I went through journals, photo albums, trunks, old birthday and greeting cards trying to place a face, an experience, a memory of some kind to the thought or the item to understand why I had kept it in the first place. If some gut instinct did not prevent me, I tossed the physical item into the fireplace and crossed off the mental quest from my list because than it was one less thing to querry.
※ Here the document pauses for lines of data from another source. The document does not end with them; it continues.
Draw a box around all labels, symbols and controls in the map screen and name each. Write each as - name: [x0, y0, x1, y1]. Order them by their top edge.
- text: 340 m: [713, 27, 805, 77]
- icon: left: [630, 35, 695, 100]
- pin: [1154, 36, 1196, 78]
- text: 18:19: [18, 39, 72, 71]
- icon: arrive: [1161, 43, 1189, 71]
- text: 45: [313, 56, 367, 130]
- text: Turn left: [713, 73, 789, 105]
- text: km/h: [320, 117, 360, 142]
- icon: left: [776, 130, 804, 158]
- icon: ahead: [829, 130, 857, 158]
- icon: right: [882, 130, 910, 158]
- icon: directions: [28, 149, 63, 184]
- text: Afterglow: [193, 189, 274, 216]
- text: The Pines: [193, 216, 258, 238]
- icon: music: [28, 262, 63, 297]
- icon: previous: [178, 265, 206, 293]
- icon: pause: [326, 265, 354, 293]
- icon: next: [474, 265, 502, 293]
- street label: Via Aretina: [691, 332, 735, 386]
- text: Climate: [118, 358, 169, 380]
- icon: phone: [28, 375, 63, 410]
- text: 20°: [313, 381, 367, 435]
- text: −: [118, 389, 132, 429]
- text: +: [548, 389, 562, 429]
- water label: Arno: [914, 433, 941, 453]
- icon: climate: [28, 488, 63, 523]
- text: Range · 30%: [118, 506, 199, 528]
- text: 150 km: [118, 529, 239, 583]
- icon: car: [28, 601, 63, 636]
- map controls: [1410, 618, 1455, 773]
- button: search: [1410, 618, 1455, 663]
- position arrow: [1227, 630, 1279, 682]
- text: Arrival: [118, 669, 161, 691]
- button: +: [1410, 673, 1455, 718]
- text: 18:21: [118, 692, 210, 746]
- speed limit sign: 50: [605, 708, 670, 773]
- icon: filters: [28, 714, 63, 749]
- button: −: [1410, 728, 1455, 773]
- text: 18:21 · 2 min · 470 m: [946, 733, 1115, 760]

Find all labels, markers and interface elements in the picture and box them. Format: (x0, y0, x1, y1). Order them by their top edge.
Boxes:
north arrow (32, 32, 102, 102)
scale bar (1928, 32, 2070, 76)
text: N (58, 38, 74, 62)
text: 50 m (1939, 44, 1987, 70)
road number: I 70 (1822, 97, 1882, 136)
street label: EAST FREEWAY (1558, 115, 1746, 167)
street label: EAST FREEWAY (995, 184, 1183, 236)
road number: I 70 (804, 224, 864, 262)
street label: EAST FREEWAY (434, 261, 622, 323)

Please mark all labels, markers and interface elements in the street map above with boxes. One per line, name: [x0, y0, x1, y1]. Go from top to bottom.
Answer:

I read old high school English papers to try to capture the teen I had been. I developed a different perspective about that girl. All these years I had thought of her as the stupid girl the guidance counselor told my parents not to waste money on for college. Instead, the words that she wrote swirled off the pages filled with creativity and ingenuity! She was “okay!” And, that guidance counselor was wrong! Good thing my parents ignored him and pushed me into four more years of a liberal arts education and time to grow up! They had more faith in me than I! That was something also unrecognized. And in this process of what I termed ‘reality’ therapy, I recognized a self I could grow into that would be more rewarding and comfortable than anything I would have become if God had saved me from a drunk driver. I focused on observing and listening to the needs of humanity around me. I looked into the eyes of my students and cared what became of them. They were not a number but a name I would try hard to remember. I counted my ‘jeweled’ friends who were there to catch me before I fell too harshly. I also established the practice of talking with God instead of jabbering to myself! And most of all, I focused on listening. I like the quiet times when I feel the inner speaking of my soul in discourse with a higher being who will guide me! Now, I admit I am this poor mortal, sinful human…. Not some kind of super social shallow dilettante Most importantly, I forgave others and I did something I had never done before – I forgave myself.
God’s purpose really wasn’t to ‘seriously’ harm me. After all He had given me all the breaks I have mentioned; rather, I tend to see the experience today as a major course correction in my fulfilling His purpose for me in life! I shall continue working at putting that 100,000- piece puzzle together. I want to see the finished picture.